Task goal: Among the lines of the records below, copy those that hold the word "Molenweg".

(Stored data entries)
────
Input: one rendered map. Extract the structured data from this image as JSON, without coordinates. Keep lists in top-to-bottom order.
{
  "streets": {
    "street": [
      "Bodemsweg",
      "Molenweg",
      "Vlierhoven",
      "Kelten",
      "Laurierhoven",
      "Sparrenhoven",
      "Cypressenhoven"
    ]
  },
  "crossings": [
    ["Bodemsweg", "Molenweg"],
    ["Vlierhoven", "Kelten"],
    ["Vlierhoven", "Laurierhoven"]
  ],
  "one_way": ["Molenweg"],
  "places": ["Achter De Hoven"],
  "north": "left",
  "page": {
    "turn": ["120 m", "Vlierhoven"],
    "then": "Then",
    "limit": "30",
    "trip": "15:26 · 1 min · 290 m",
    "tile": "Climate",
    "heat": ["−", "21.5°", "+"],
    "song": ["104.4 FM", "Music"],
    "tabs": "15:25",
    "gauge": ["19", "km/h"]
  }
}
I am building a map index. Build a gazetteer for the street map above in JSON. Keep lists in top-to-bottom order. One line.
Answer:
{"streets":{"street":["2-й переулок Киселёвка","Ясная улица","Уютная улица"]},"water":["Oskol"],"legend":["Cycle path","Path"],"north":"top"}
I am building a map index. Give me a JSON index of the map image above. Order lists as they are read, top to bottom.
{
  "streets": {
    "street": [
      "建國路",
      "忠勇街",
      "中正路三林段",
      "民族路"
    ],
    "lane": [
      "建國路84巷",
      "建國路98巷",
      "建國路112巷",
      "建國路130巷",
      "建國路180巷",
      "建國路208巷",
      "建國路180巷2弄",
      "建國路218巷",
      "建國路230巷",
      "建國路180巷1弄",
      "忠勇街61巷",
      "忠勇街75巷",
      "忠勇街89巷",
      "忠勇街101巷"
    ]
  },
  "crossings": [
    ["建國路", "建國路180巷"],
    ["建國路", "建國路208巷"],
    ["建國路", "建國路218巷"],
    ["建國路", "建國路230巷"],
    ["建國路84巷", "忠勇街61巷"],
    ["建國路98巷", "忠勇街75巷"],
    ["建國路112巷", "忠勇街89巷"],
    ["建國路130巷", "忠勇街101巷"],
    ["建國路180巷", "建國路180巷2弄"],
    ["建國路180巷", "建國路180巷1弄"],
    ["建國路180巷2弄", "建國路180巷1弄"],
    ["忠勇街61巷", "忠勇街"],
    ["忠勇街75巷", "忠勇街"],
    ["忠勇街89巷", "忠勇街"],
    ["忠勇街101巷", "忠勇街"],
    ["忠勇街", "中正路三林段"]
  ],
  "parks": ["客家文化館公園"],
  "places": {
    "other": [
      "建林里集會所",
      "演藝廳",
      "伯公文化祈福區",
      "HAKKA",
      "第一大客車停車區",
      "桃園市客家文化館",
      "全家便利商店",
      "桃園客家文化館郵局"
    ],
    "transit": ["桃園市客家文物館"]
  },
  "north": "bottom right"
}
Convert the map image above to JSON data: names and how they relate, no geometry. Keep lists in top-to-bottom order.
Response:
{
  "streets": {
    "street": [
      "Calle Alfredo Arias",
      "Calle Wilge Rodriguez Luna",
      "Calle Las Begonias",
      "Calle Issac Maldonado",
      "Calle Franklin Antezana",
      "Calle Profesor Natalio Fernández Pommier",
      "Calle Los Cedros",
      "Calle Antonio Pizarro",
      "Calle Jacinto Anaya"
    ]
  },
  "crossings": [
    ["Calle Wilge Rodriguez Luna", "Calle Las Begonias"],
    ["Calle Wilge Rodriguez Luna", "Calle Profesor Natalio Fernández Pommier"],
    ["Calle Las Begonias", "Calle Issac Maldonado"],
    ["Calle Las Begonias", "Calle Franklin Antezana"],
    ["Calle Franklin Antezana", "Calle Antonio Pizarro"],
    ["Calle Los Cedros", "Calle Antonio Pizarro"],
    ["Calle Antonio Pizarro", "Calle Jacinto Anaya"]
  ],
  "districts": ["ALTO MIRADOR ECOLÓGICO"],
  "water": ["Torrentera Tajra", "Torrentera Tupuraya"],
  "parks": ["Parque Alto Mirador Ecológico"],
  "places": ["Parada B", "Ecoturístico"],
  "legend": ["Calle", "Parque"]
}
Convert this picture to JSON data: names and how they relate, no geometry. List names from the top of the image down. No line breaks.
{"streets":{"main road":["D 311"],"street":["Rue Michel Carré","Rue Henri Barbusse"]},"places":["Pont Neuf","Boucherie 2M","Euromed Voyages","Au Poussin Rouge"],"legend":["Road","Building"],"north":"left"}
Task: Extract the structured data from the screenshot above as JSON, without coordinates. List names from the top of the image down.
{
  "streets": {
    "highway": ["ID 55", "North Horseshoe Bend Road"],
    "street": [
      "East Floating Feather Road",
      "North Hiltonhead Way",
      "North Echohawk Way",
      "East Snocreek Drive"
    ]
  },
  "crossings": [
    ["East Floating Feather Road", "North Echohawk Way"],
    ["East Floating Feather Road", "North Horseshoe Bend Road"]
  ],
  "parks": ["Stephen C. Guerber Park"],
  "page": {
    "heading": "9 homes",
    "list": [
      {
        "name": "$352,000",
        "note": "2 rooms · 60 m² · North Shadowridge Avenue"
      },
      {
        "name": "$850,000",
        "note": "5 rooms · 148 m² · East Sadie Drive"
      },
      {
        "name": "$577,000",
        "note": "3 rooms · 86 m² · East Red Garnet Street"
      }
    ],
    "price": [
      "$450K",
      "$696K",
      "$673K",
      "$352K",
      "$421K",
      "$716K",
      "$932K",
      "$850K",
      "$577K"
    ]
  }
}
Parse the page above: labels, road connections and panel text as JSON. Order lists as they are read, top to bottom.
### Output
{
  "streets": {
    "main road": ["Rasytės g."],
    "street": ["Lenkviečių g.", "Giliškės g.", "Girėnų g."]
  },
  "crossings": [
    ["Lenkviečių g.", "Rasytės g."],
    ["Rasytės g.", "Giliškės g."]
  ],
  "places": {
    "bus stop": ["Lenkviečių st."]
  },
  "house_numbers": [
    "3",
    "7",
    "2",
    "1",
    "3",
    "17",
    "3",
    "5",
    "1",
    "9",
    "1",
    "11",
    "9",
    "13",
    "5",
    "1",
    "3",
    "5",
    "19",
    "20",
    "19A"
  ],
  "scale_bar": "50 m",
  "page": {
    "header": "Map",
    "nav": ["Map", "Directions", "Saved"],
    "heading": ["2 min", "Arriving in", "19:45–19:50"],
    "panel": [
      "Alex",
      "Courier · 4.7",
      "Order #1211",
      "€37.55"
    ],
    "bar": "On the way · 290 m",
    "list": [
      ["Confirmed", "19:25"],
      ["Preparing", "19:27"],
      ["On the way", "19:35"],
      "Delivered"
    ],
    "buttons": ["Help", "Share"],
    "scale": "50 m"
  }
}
────
Exercise solution:
      "Molenweg",
    ["Bodemsweg", "Molenweg"],
  "one_way": ["Molenweg"],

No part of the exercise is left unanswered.